ETAP Yachting is a Belgian boat builder based in Lokeren. The company specializes in the design and manufacture of fibreglass sailboats.

History
The company was founded by Norbert Joris in 1970 and was originally a manufacturer of lighting, aluminium and fibreglass products. ETAP stands for Electro Technical Apparatus.

The first sailboat design produced was the ETAP 22 in 1974, followed by the ETAP 20 in 1975.
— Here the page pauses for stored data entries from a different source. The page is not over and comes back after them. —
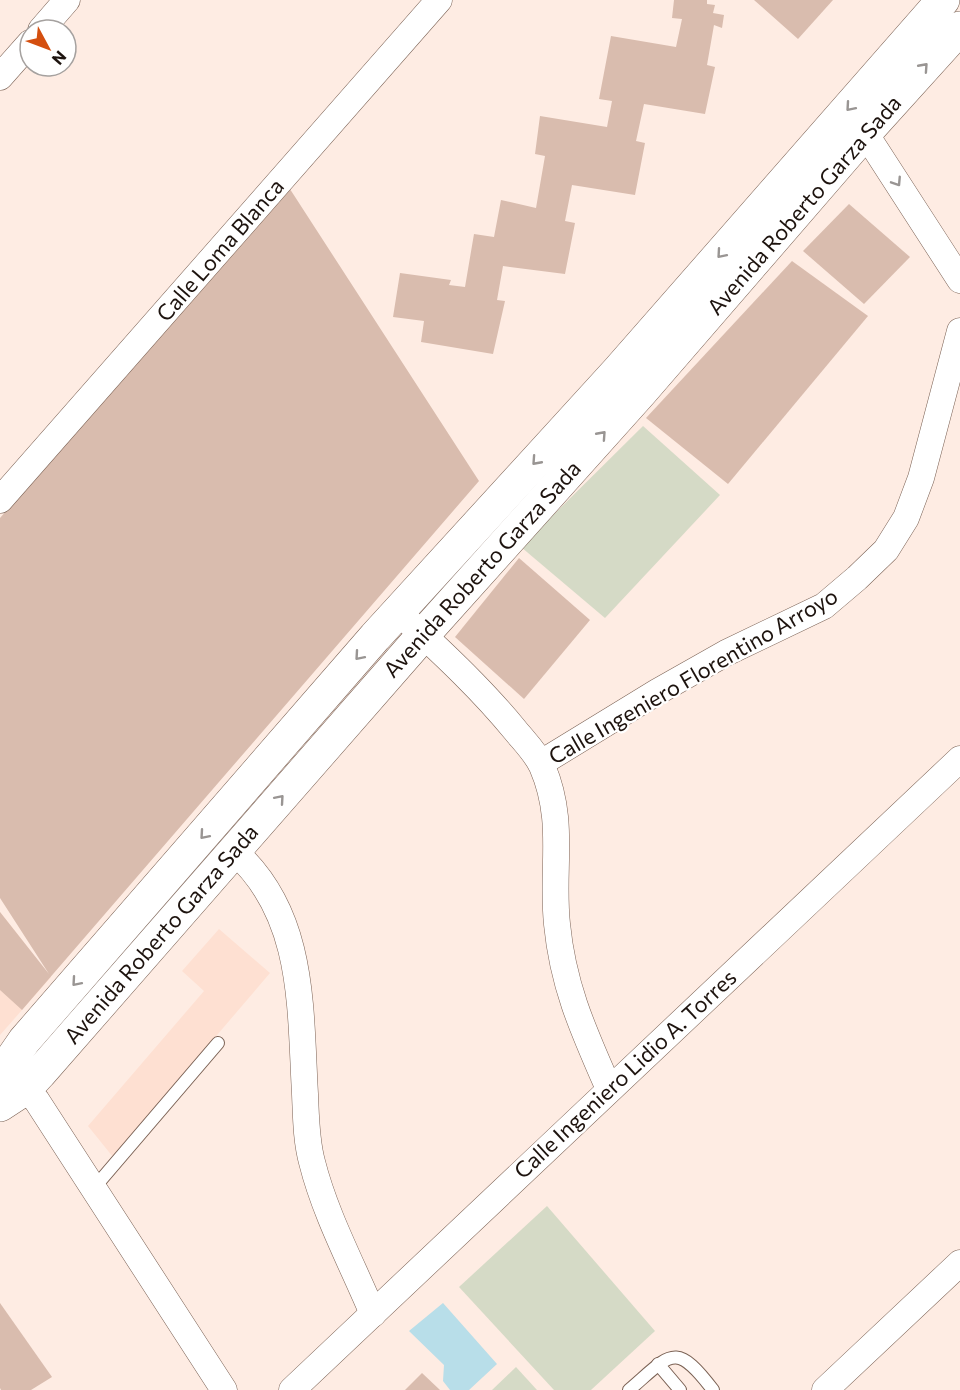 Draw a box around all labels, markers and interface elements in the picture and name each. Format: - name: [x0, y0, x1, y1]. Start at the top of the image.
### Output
- north arrow: [18, 18, 78, 78]
- text: N: [49, 47, 71, 69]
- one-way arrow: [917, 64, 928, 74]
- street label: Avenida Roberto Garza Sada: [701, 89, 906, 320]
- one-way arrow: [846, 100, 857, 111]
- street label: Calle Loma Blanca: [150, 173, 289, 327]
- one-way arrow: [890, 175, 901, 186]
- one-way arrow: [717, 247, 728, 258]
- one-way arrow: [595, 431, 606, 442]
- one-way arrow: [532, 454, 543, 465]
- street label: Avenida Roberto Garza Sada: [377, 455, 586, 682]
- street label: Calle Ingeniero Florentino Arroyo: [543, 582, 842, 770]
- one-way arrow: [355, 649, 366, 660]
- one-way arrow: [273, 795, 284, 806]
- street label: Avenida Roberto Garza Sada: [58, 818, 263, 1049]
- one-way arrow: [201, 828, 212, 839]
- street label: Calle Ingeniero Lidio A. Torres: [508, 963, 741, 1184]
- one-way arrow: [72, 975, 83, 986]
The designs have been noted for their use of fibreglass foam sandwich construction, which provides buoyancy, making them unsinkable, while providing rigidity, sound dampening and protection from condensation. The boats also received praise for their high quality of construction and value retention.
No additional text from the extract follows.